It’s that time of year again. With February just around the corner, many parents of college-age children are scrambling to complete their financial aid applications. While technically there is no official deadline for the federal form, called the Free Application for Federal Student Aid Form (FAFSA), most schools give priority to applications received by March 1.
At eight pages and 85 questions long, filling out the FAFSA is not a fun task. Plus, most private schools require that parents complete another lengthy form, as well. But, with the average cost of a four-year private school for the 2004-2005 year a whopping $20,082—up 6 percent from the year before, according to the College Board—it’s also something most parents need to do. About $122 billion in financial aid, including grants and loans, was awarded in the 2003-2004 school year, according to the most recent figures from the College Board, an increase of 11 percent over the year before.
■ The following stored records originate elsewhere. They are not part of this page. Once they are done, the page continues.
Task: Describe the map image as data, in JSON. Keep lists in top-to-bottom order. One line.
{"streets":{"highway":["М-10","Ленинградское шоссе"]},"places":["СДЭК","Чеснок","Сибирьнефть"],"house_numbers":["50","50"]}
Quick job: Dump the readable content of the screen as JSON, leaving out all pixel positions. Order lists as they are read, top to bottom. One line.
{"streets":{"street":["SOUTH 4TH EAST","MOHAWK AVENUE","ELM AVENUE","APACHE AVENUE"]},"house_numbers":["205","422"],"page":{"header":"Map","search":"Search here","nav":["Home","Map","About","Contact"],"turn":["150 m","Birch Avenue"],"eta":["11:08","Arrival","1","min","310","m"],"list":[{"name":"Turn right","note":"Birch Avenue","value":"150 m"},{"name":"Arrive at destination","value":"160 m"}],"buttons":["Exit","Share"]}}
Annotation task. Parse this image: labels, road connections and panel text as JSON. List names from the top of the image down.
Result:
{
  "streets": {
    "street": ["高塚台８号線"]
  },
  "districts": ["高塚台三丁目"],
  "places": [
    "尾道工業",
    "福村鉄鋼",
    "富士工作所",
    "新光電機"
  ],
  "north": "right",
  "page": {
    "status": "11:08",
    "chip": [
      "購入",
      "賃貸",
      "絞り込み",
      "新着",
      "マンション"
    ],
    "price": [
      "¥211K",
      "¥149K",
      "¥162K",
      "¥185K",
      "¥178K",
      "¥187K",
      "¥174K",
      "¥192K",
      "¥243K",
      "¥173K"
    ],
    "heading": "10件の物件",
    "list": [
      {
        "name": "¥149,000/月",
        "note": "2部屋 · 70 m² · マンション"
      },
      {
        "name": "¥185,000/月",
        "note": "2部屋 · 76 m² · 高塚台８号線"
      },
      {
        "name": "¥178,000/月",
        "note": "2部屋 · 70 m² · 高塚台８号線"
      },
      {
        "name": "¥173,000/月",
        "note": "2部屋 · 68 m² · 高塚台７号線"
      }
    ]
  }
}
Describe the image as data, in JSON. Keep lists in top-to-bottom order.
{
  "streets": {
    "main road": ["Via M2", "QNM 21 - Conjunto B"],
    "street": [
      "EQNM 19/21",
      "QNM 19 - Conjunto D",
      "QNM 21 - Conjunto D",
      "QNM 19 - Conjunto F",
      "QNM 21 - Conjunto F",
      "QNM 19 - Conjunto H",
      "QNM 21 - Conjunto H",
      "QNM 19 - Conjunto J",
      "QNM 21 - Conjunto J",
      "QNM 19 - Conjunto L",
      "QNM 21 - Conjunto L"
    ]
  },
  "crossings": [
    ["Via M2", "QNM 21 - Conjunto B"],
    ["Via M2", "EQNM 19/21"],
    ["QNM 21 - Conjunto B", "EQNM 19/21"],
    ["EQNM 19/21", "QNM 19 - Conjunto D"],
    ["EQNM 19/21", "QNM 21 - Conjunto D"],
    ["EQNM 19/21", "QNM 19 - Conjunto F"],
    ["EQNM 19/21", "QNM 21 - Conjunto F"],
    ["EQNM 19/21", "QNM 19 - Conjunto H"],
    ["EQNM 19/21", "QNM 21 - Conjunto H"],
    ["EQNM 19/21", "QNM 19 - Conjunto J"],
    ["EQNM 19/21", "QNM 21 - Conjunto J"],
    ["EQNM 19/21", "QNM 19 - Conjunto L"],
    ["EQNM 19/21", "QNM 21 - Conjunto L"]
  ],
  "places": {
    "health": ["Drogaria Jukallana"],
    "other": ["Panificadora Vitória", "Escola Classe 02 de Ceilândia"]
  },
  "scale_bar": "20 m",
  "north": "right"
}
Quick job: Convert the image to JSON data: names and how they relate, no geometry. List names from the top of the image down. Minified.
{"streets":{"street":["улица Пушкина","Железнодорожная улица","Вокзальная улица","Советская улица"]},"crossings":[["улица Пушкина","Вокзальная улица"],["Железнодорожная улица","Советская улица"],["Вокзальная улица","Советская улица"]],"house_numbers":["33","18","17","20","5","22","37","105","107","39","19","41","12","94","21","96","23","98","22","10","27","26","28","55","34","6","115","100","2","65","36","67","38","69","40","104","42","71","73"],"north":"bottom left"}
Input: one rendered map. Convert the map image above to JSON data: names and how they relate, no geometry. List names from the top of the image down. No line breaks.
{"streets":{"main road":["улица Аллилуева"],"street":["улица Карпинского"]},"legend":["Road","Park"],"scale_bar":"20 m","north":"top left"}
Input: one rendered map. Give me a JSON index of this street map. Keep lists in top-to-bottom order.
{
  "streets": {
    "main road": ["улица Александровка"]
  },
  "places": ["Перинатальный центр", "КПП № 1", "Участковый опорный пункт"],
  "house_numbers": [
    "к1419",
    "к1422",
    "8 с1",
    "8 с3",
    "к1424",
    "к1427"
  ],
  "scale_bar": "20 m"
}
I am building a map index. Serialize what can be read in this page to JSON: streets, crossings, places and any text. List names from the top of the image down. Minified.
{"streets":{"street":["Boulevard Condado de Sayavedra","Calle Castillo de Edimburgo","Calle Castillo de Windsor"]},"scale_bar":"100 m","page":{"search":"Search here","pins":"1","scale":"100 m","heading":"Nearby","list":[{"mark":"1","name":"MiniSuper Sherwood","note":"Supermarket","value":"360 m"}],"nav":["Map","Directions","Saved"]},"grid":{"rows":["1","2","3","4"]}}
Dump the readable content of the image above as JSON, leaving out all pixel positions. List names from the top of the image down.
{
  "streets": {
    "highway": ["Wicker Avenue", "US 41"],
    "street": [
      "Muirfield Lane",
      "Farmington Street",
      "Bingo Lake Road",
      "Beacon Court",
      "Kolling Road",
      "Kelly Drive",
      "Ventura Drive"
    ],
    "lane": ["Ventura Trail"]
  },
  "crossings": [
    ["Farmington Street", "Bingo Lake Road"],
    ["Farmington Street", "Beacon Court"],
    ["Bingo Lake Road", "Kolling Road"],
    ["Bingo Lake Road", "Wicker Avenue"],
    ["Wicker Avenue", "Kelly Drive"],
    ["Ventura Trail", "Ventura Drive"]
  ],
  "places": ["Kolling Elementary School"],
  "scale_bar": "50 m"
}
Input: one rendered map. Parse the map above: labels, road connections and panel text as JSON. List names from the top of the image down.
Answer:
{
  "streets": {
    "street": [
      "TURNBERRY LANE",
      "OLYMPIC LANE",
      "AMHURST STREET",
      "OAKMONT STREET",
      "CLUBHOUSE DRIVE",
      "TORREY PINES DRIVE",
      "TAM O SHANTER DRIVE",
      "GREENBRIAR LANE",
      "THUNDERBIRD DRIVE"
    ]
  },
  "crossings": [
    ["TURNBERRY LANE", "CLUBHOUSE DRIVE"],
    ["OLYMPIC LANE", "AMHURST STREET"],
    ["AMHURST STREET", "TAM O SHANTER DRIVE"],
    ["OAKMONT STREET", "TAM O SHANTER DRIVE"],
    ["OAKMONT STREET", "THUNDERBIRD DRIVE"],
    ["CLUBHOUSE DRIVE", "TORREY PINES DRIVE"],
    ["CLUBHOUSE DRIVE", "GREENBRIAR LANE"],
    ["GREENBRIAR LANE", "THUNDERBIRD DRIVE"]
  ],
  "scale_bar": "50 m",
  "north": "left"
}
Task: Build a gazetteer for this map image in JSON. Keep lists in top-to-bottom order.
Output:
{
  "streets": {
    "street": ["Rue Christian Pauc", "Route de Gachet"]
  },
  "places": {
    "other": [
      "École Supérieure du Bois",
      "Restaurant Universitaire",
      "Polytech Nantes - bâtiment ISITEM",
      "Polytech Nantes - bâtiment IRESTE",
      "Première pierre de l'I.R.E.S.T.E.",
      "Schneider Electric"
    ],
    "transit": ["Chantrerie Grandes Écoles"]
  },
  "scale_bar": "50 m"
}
In fact, advisors suggest that clients should apply even it they don’t, at first glance, seem to be eligible for aid. Although families with a household income of over $100,000 generally don’t receive aid, many parents might have extenuating circumstances that could increase the likelihood of their receiving grants—if they have multiple children in college at the same time, for example, or if they’re close to or at retirement age. “The older you are as a parent with school-age children, the more credit you get for your age,” says Bruce Harrington, vice president of MFS Investment Management in Boston. Plus, in order to apply for other aid, such as grants made by the school, parents must fill out the FAFSA form.
At the same time, parents should look on financial aid as just one part of the puzzle, according to Harrington. “They need three pools of money—financial aid, savings and current income,” he says.